--- What to work on ---
The answer must be an exact copy of the records, with every picture removed.

Collected data entries
···

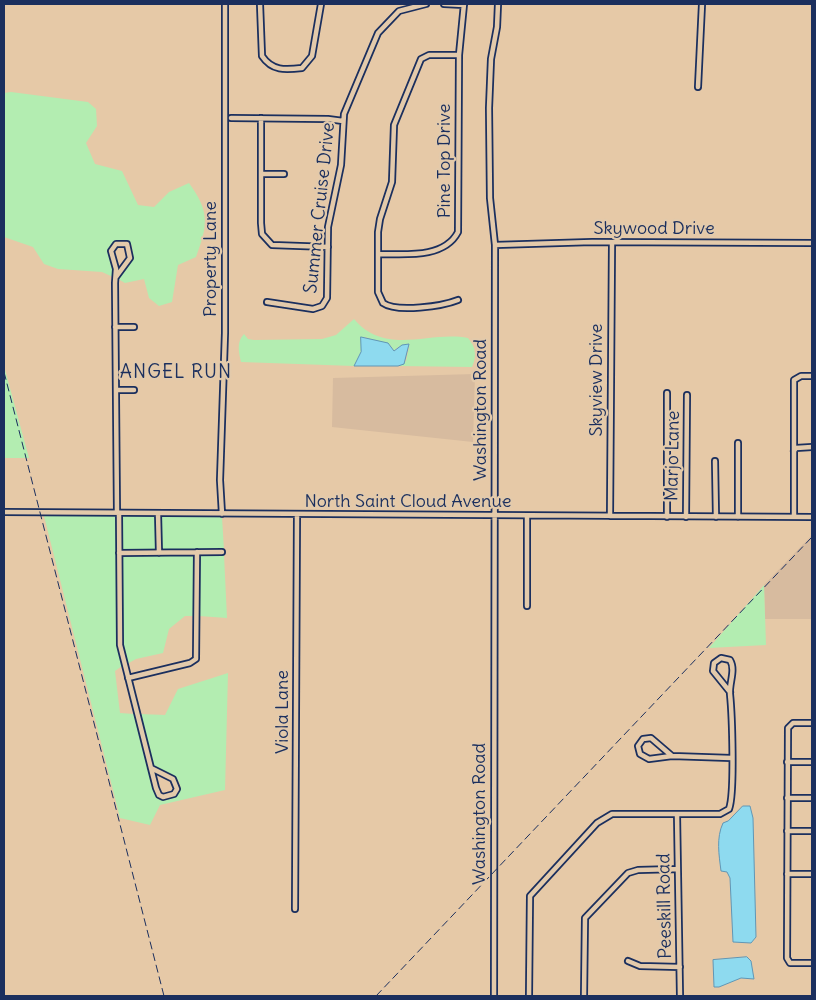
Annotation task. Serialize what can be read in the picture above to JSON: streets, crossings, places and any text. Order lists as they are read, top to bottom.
{
  "streets": {
    "street": [
      "Pine Top Drive",
      "Summer Cruise Drive",
      "Skywood Drive",
      "Property Lane",
      "Skyview Drive",
      "Washington Road",
      "Marjo Lane",
      "North Saint Cloud Avenue",
      "Viola Lane",
      "Peeskill Road"
    ]
  },
  "crossings": [
    ["Skywood Drive", "Skyview Drive"],
    ["Skywood Drive", "Washington Road"],
    ["Property Lane", "North Saint Cloud Avenue"],
    ["Skyview Drive", "North Saint Cloud Avenue"],
    ["Washington Road", "North Saint Cloud Avenue"],
    ["Marjo Lane", "North Saint Cloud Avenue"],
    ["North Saint Cloud Avenue", "Viola Lane"]
  ],
  "districts": ["ANGEL RUN"]
}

···

--- Task output ---
Annotation task. Serialize what can be read in the picture above to JSON: streets, crossings, places and any text. Order lists as they are read, top to bottom.
{
  "streets": {
    "street": [
      "Pine Top Drive",
      "Summer Cruise Drive",
      "Skywood Drive",
      "Property Lane",
      "Skyview Drive",
      "Washington Road",
      "Marjo Lane",
      "North Saint Cloud Avenue",
      "Viola Lane",
      "Peeskill Road"
    ]
  },
  "crossings": [
    ["Skywood Drive", "Skyview Drive"],
    ["Skywood Drive", "Washington Road"],
    ["Property Lane", "North Saint Cloud Avenue"],
    ["Skyview Drive", "North Saint Cloud Avenue"],
    ["Washington Road", "North Saint Cloud Avenue"],
    ["Marjo Lane", "North Saint Cloud Avenue"],
    ["North Saint Cloud Avenue", "Viola Lane"]
  ],
  "districts": ["ANGEL RUN"]
}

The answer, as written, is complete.